Keras Build and Train Model with Functional API

Jan 8, 2021

Python Keras

A “layer” is a simple input-output transformation (such as the scaling & center-cropping transformations above).
A “model” is a directed acyclic graph of layers. You can think of a model as a “bigger layer” that encompasses multiple sublayers and that can be trained via exposure to data.

Build Model

Input

At first, we need to specify the shape of the inputs.

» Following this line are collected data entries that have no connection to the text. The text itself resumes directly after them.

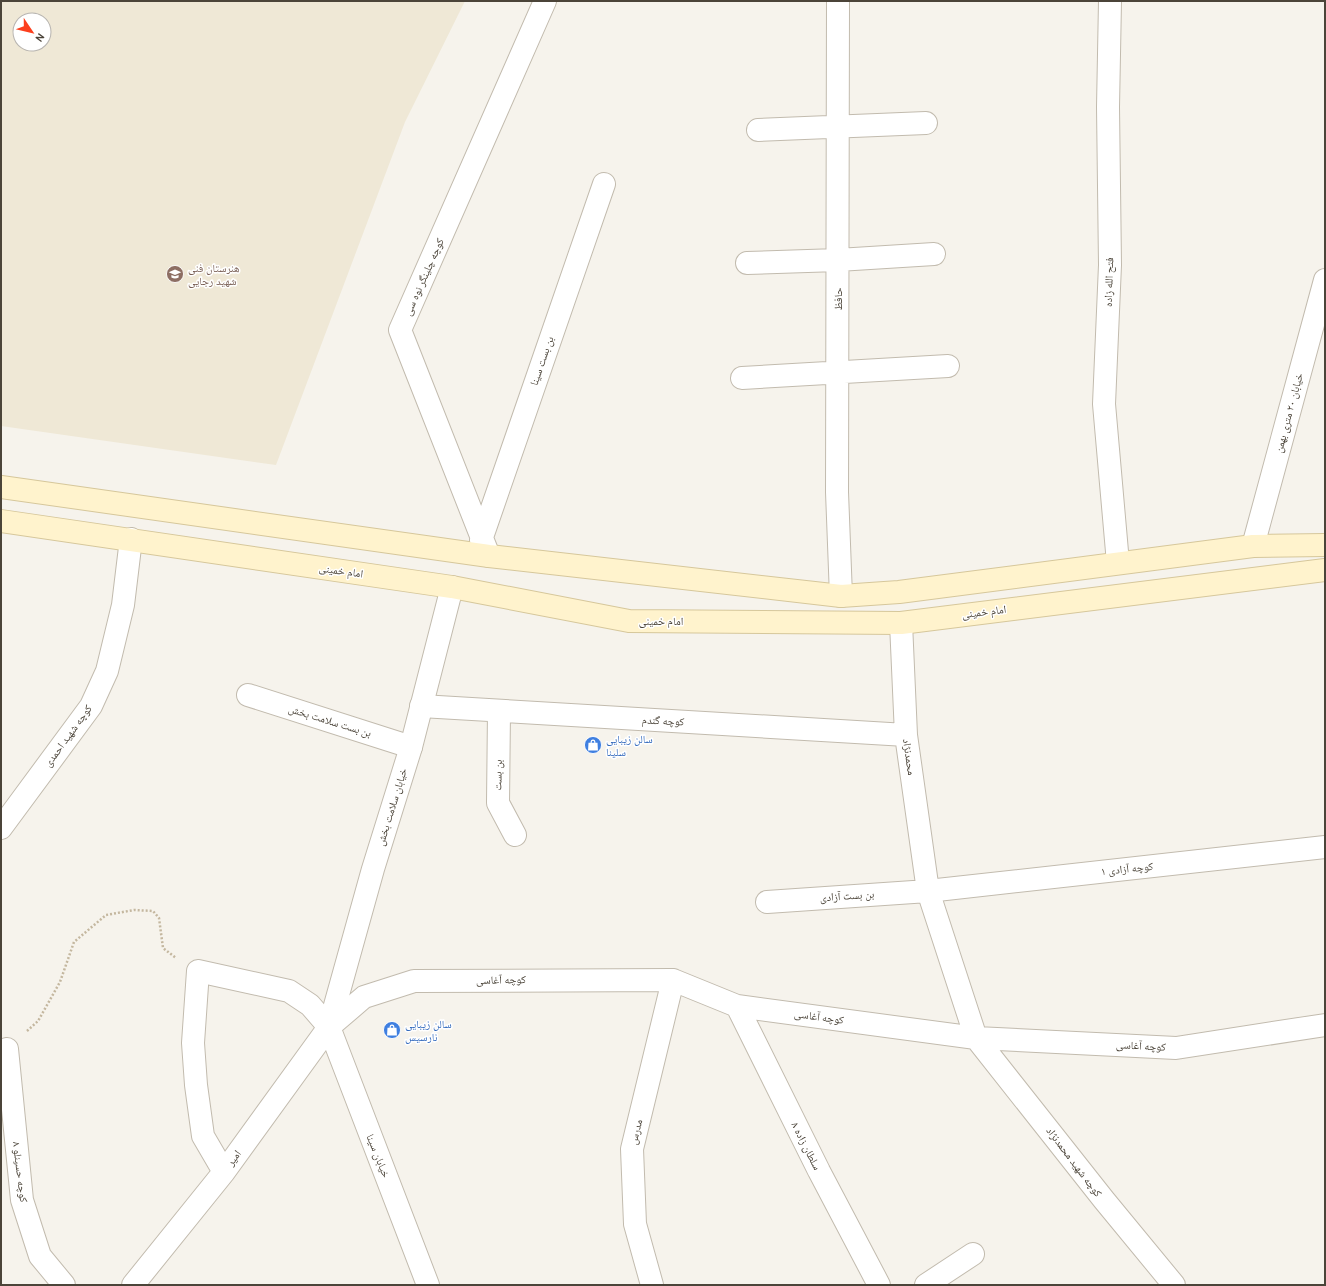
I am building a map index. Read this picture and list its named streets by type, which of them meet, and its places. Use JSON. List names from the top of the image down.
{
  "streets": {
    "main road": ["امام خمینی"],
    "street": [
      "کوچه چلینگر نوه سی",
      "فتح الله زاده",
      "حافظ",
      "بن بست سینا",
      "خیابان ۲۰ متری بهمن",
      "بن بست سلامت بخش",
      "کوچه گندم",
      "کوچه شهید احمدی",
      "محمدنژاد",
      "بن بست",
      "خیابان سلامت بخش",
      "کوچه آزادی ۱",
      "بن بست آزادی",
      "کوچه آغاسی",
      "مدرس",
      "سلطان زاده ۸",
      "خیابان سینا",
      "امیر",
      "کوچه شهید محمدنژاد",
      "کوچه حسینلو ۸"
    ]
  },
  "crossings": [
    ["کوچه چلینگر نوه سی", "بن بست سینا"],
    ["امام خمینی", "کوچه شهید احمدی"],
    ["امام خمینی", "محمدنژاد"],
    ["امام خمینی", "خیابان سلامت بخش"],
    ["بن بست سلامت بخش", "خیابان سلامت بخش"],
    ["کوچه گندم", "محمدنژاد"],
    ["کوچه گندم", "بن بست"],
    ["کوچه گندم", "خیابان سلامت بخش"],
    ["محمدنژاد", "کوچه آزادی ۱"],
    ["محمدنژاد", "بن بست آزادی"],
    ["محمدنژاد", "کوچه آغاسی"],
    ["محمدنژاد", "کوچه شهید محمدنژاد"],
    ["خیابان سلامت بخش", "کوچه آغاسی"],
    ["خیابان سلامت بخش", "خیابان سینا"],
    ["خیابان سلامت بخش", "امیر"],
    ["کوچه آزادی ۱", "بن بست آزادی"],
    ["کوچه آغاسی", "مدرس"],
    ["کوچه آغاسی", "سلطان زاده ۸"],
    ["کوچه آغاسی", "خیابان سینا"],
    ["کوچه آغاسی", "امیر"],
    ["کوچه آغاسی", "کوچه شهید محمدنژاد"],
    ["خیابان سینا", "امیر"]
  ],
  "places": {
    "school or university": ["هنرستان فنی شهید رجایی"],
    "shop": ["سالن زیبایی سلینا", "سالن زیبایی نارسیس"]
  },
  "north": "bottom right"
}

If any dimension of the input can vary, we can specify it as None.

# input for 200*200 rgb image
inputs = keras.Input(shape=(200, 200, 3))

# Let's say we expect our inputs to be RGB images of arbitrary size
inputs = keras.Input(shape=(None, None, 3))

Layer

After define inputs, chain layer transformations on top of the inputs, until final output:

from tensorflow.keras import layers

# Center-crop images to 150x150
x = CenterCrop(height=150, width=150)(inputs)
# Rescale images to [0, 1]
x = Rescaling(scale=1.0 / 255)(x)

# Apply some convolution and pooling layers
x = layers.Conv2D(filters=32, kernel_size=(3, 3), activation="relu")(x)
x = layers.MaxPooling2D(pool_size=(3, 3))(x)
x = layers.Conv2D(filters=32, kernel_size=(3, 3), activation="relu")(x)
x = layers.MaxPooling2D(pool_size=(3, 3))(x)
x = layers.Conv2D(filters=32, kernel_size=(3, 3), activation="relu")(x)

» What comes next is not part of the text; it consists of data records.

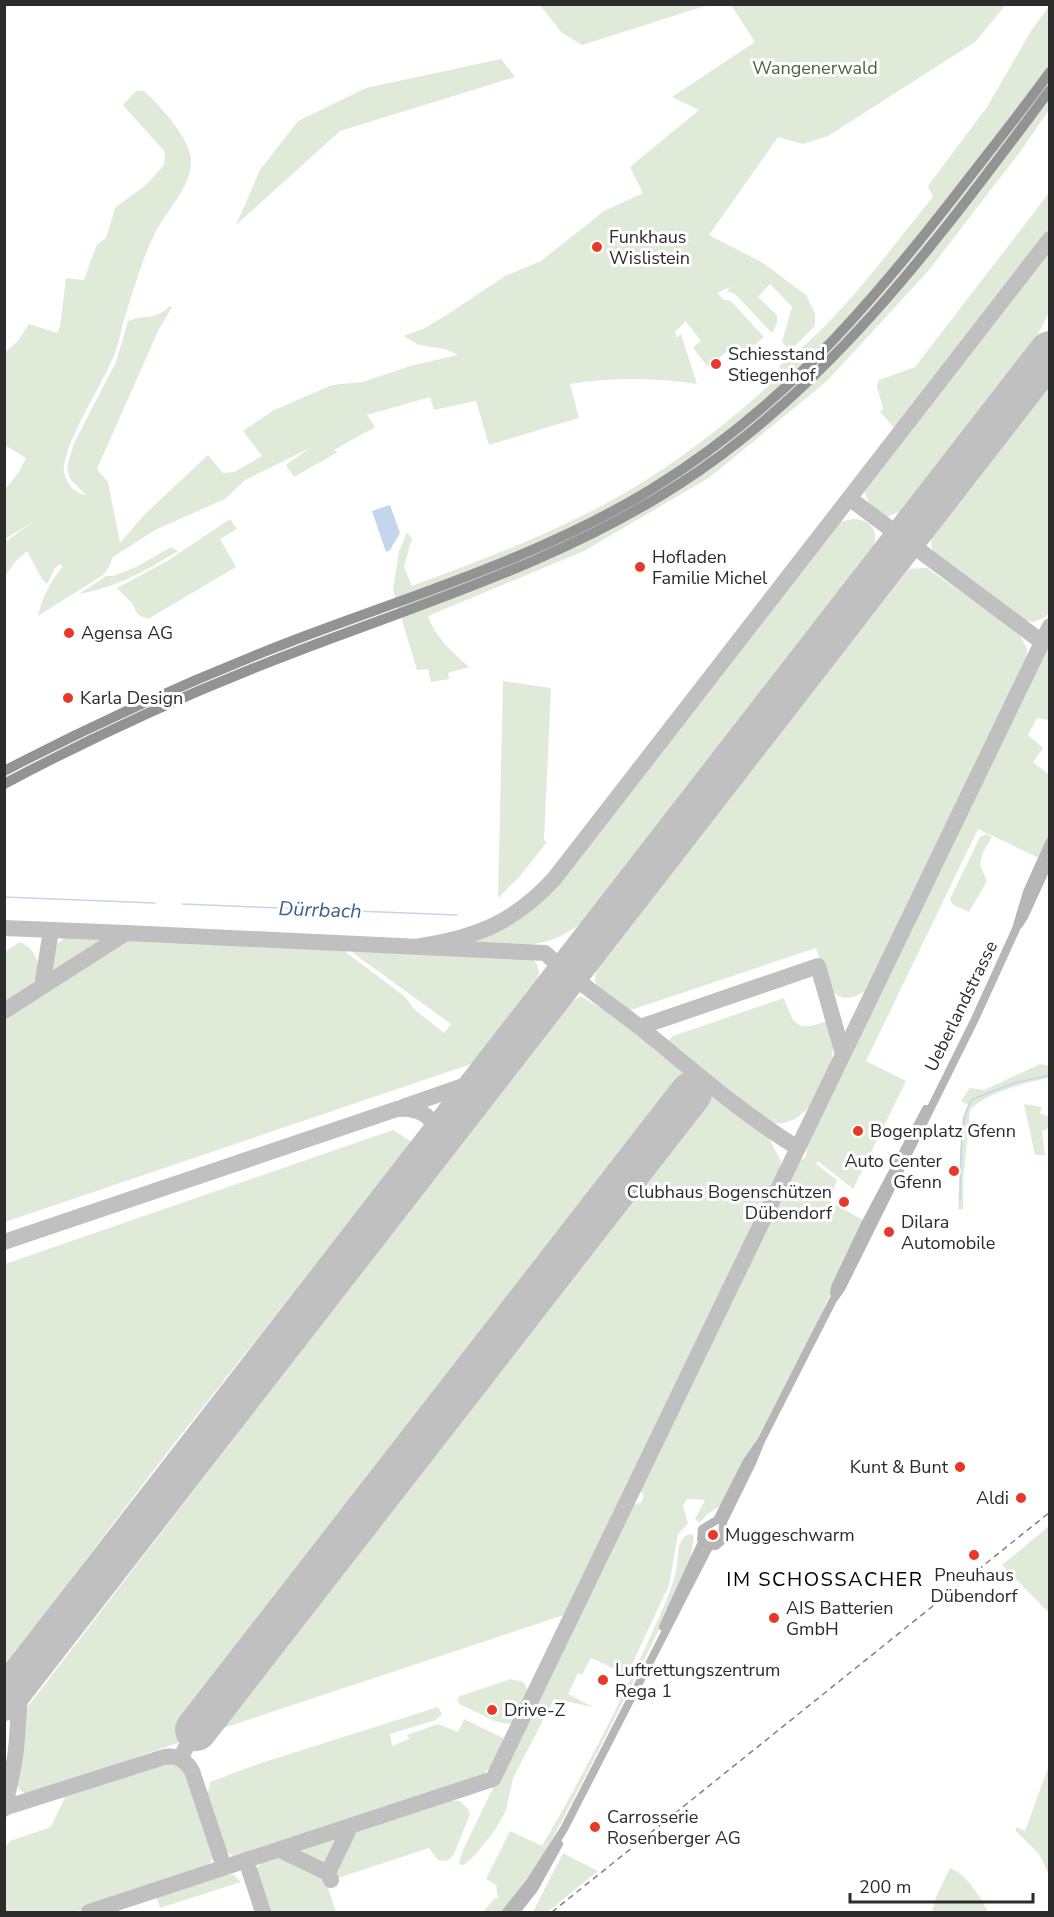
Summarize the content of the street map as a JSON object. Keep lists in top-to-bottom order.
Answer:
{
  "streets": {
    "main road": ["Ueberlandstrasse"]
  },
  "districts": ["IM SCHOSSACHER"],
  "water": ["Dürrbach"],
  "parks": ["Wangenerwald"],
  "places": [
    "Funkhaus Wislistein",
    "Schiesstand Stiegenhof",
    "Hofladen Familie Michel",
    "Agensa AG",
    "Karla Design",
    "Bogenplatz Gfenn",
    "Auto Center Gfenn",
    "Clubhaus Bogenschützen Dübendorf",
    "Dilara Automobile",
    "Kunt & Bunt",
    "Aldi",
    "Muggeschwarm",
    "Pneuhaus Dübendorf",
    "AIS Batterien GmbH",
    "Luftrettungszentrum Rega 1",
    "Drive-Z",
    "Carrosserie Rosenberger AG"
  ],
  "scale_bar": "200 m"
}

# Apply global average pooling to get flat feature vectors
x = layers.GlobalAveragePooling2D()(x)

# Add a dense classifier on top
num_classes = 10
outputs = layers.Dense(num_classes, activation="softmax")(x)

Model

Once defined the directed acyclic graph of layers that turns inputs into outputs, we can init the Model object:

model = keras.Model(inputs=inputs, outputs=outputs)

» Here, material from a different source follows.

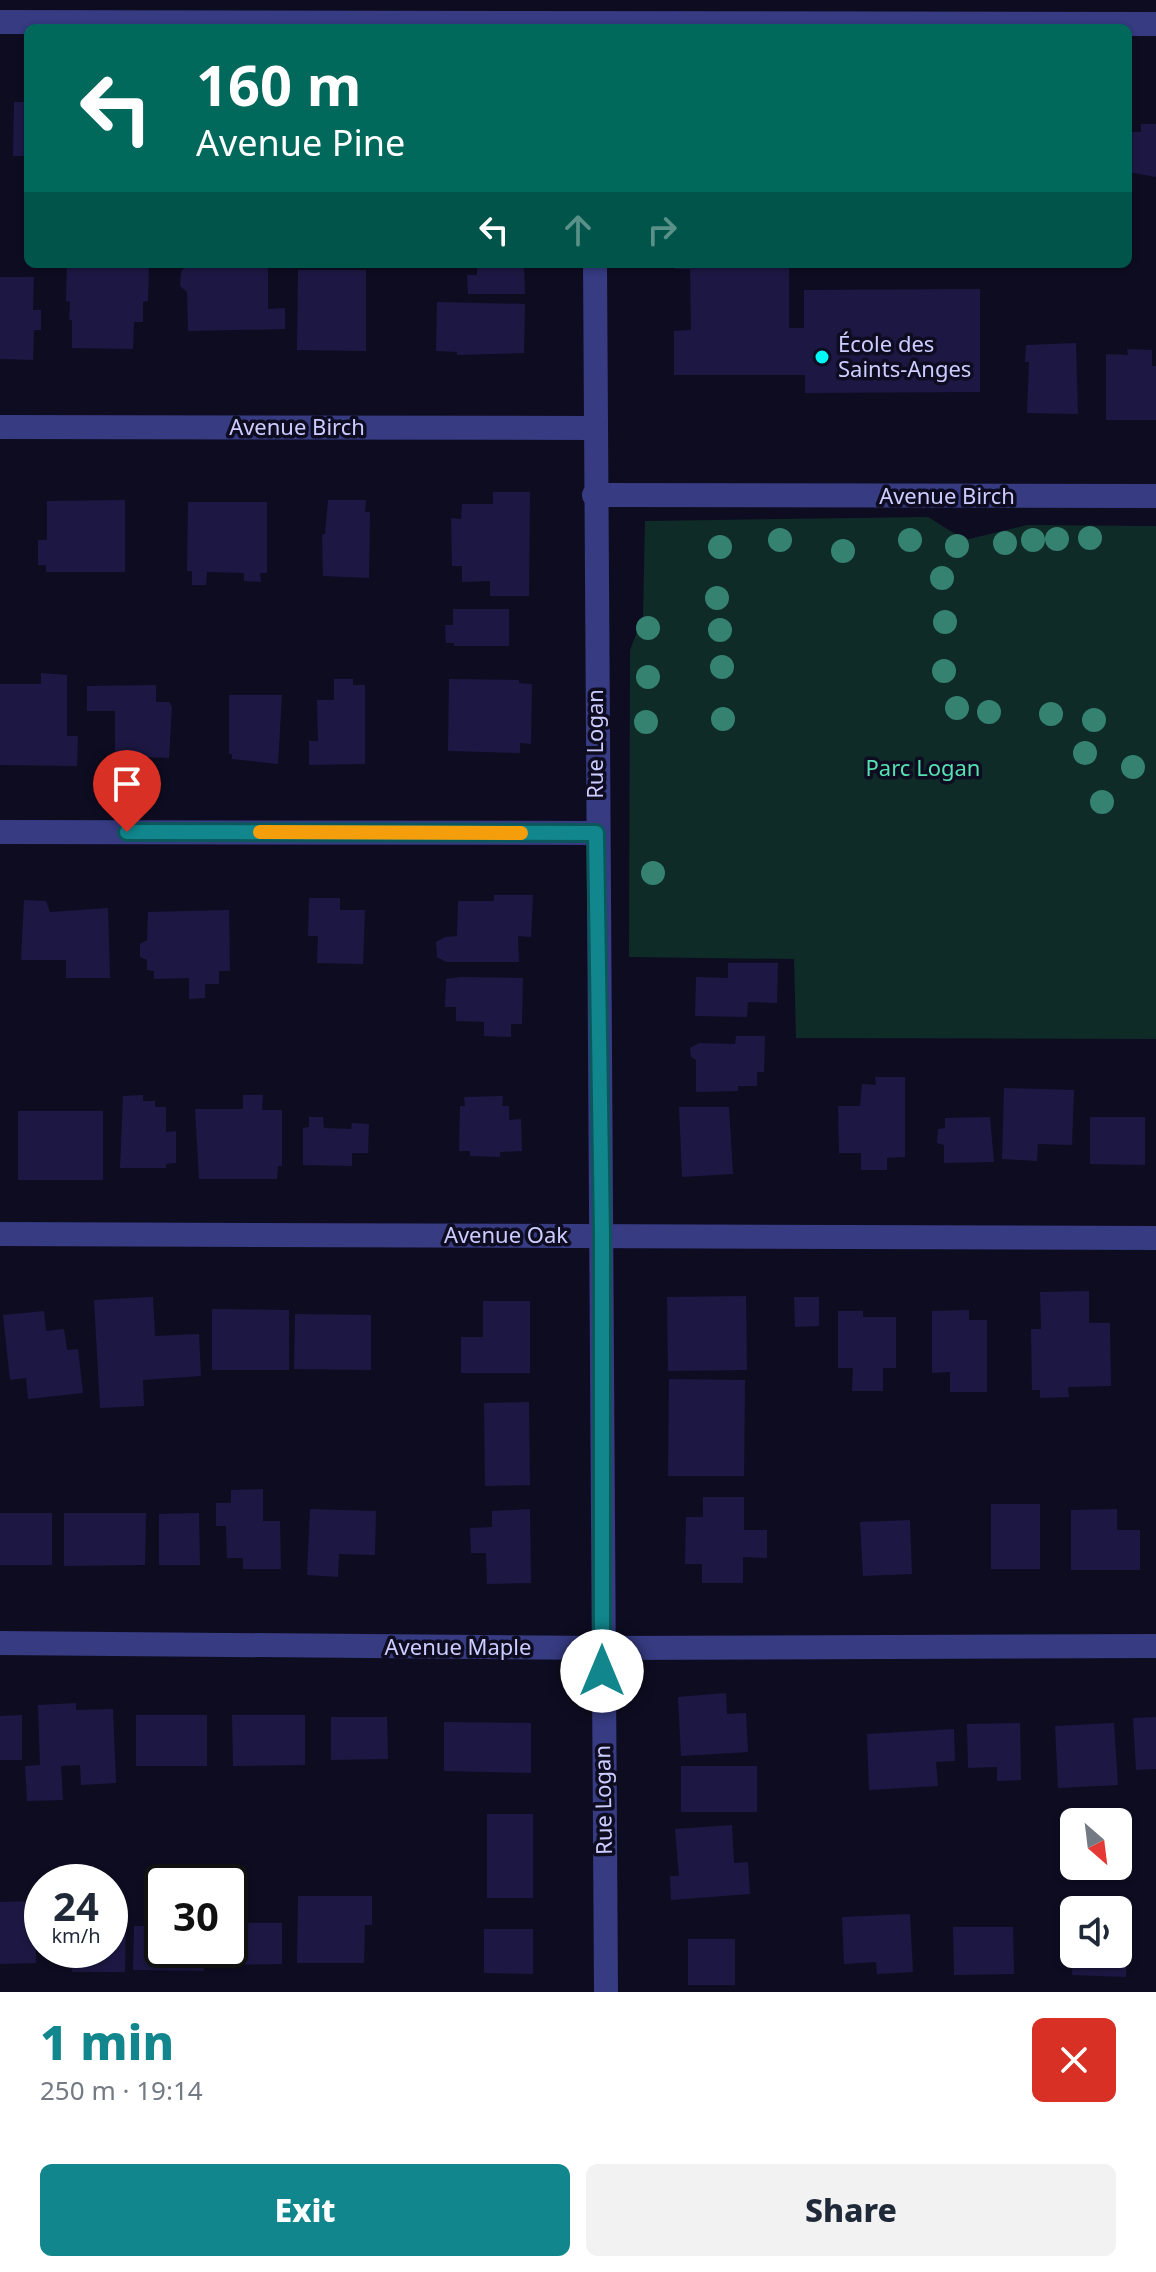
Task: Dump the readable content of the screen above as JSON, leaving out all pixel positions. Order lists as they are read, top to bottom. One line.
{"streets":{"street":["Avenue Birch","Rue Logan","Avenue Oak","Avenue Maple"]},"crossings":[["Avenue Birch","Rue Logan"],["Rue Logan","Avenue Oak"],["Rue Logan","Avenue Maple"]],"parks":["Parc Logan"],"places":["École des Saints-Anges"],"north":"bottom right","page":{"turn":["160 m","Avenue Pine"],"speed":"24 km/h","limit":"30","heading":["1 min","250 m · 19:14"],"buttons":["Exit","Share"]}}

# call model on batches of data
data = np.random.randint(0, 256, size=(64,200,200,3).astype("float32"))
processed_data = model(data)
print(process_data.shape)
# (64, 10)

# print summary of how data get transformed at each stage of model
# the output shape displayed for each layer includes the batch size, When batch size is None, it indicates our model can process batches of any size
model.summary()

# Model: "model"
# _________________________________________________________________
# Layer (type)                 Output Shape              Param #   
# =================================================================
# input_1 (InputLayer)         [(None, None, None, 3)]   0         
# _________________________________________________________________
# center_crop_1 (CenterCrop)   (None, 150, 150, 3)       0         
# _________________________________________________________________
# rescaling_1 (Rescaling)      (None, 150, 150, 3)       0         
# _________________________________________________________________
# conv2d (Conv2D)              (None, 148, 148, 32)      896       
# _________________________________________________________________
# max_pooling2d (MaxPooling2D) (None, 49, 49, 32)        0         
# _________________________________________________________________
# conv2d_1 (Conv2D)            (None, 47, 47, 32)        9248      
# _________________________________________________________________
# max_pooling2d_1 (MaxPooling2 (None, 15, 15, 32)        0         
# _________________________________________________________________
# conv2d_2 (Conv2D)            (None, 13, 13, 32)        9248      
# _________________________________________________________________
# global_average_pooling2d (Gl (None, 32)                0         
# _________________________________________________________________
# dense (Dense)                (None, 10)                330       
# =================================================================
# Total params: 19,722
# Trainable params: 19,722
# Non-trainable params: 0
# _________________________________________________________________

Train Model

optimizer and loss

Before call fit(), we need to specify optimizer and a loss function by using compile():

model.compile(optimizer=keras.optimizers.RMSprop(learning_rate=1e-3),
              loss=keras.losses.CategoricalCrossentropy())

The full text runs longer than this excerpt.